■ TASK DESCRIPTION ■
The entries below must be copied exactly as they are.

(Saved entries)
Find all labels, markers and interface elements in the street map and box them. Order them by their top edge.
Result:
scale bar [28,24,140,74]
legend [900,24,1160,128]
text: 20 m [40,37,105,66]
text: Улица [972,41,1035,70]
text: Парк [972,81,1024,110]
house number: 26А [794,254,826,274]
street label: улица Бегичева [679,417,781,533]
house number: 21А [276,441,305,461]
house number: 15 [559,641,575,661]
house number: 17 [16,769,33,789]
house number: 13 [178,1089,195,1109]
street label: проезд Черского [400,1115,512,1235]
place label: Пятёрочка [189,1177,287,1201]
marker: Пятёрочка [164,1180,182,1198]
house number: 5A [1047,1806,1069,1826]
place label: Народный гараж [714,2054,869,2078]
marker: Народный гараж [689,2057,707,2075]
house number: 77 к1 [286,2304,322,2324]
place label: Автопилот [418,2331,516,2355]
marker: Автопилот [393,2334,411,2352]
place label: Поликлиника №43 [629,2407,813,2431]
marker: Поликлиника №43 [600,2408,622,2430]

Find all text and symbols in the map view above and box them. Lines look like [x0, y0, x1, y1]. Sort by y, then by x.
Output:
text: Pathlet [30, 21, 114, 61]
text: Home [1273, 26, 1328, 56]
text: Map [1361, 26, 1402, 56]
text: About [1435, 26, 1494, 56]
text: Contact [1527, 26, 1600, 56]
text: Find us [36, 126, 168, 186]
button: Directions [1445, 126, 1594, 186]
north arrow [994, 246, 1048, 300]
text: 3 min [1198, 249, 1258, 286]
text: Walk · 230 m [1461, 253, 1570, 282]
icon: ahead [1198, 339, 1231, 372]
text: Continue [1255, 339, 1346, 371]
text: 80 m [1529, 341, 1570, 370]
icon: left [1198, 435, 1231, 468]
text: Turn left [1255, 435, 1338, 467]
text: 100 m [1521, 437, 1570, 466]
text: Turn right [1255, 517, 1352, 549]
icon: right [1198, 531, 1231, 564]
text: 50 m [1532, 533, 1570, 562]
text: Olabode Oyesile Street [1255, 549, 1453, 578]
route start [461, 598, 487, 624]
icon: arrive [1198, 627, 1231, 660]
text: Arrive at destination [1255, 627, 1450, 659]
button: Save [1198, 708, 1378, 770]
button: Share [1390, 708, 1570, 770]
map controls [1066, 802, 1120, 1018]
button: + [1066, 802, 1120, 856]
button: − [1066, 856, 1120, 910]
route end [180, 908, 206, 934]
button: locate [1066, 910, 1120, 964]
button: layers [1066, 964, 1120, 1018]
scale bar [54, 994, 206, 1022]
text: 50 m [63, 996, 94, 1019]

■ REPLY TO THE TASK ■
Find all labels, markers and interface elements in the street map and box them. Order them by their top edge.
Result:
scale bar [28,24,140,74]
legend [900,24,1160,128]
text: 20 m [40,37,105,66]
text: Улица [972,41,1035,70]
text: Парк [972,81,1024,110]
house number: 26А [794,254,826,274]
street label: улица Бегичева [679,417,781,533]
house number: 21А [276,441,305,461]
house number: 15 [559,641,575,661]
house number: 17 [16,769,33,789]
house number: 13 [178,1089,195,1109]
street label: проезд Черского [400,1115,512,1235]
place label: Пятёрочка [189,1177,287,1201]
marker: Пятёрочка [164,1180,182,1198]
house number: 5A [1047,1806,1069,1826]
place label: Народный гараж [714,2054,869,2078]
marker: Народный гараж [689,2057,707,2075]
house number: 77 к1 [286,2304,322,2324]
place label: Автопилот [418,2331,516,2355]
marker: Автопилот [393,2334,411,2352]
place label: Поликлиника №43 [629,2407,813,2431]
marker: Поликлиника №43 [600,2408,622,2430]

Find all text and symbols in the map view above and box them. Lines look like [x0, y0, x1, y1]. Sort by y, then by x.
Output:
text: Pathlet [30, 21, 114, 61]
text: Home [1273, 26, 1328, 56]
text: Map [1361, 26, 1402, 56]
text: About [1435, 26, 1494, 56]
text: Contact [1527, 26, 1600, 56]
text: Find us [36, 126, 168, 186]
button: Directions [1445, 126, 1594, 186]
north arrow [994, 246, 1048, 300]
text: 3 min [1198, 249, 1258, 286]
text: Walk · 230 m [1461, 253, 1570, 282]
icon: ahead [1198, 339, 1231, 372]
text: Continue [1255, 339, 1346, 371]
text: 80 m [1529, 341, 1570, 370]
icon: left [1198, 435, 1231, 468]
text: Turn left [1255, 435, 1338, 467]
text: 100 m [1521, 437, 1570, 466]
text: Turn right [1255, 517, 1352, 549]
icon: right [1198, 531, 1231, 564]
text: 50 m [1532, 533, 1570, 562]
text: Olabode Oyesile Street [1255, 549, 1453, 578]
route start [461, 598, 487, 624]
icon: arrive [1198, 627, 1231, 660]
text: Arrive at destination [1255, 627, 1450, 659]
button: Save [1198, 708, 1378, 770]
button: Share [1390, 708, 1570, 770]
map controls [1066, 802, 1120, 1018]
button: + [1066, 802, 1120, 856]
button: − [1066, 856, 1120, 910]
route end [180, 908, 206, 934]
button: locate [1066, 910, 1120, 964]
button: layers [1066, 964, 1120, 1018]
scale bar [54, 994, 206, 1022]
text: 50 m [63, 996, 94, 1019]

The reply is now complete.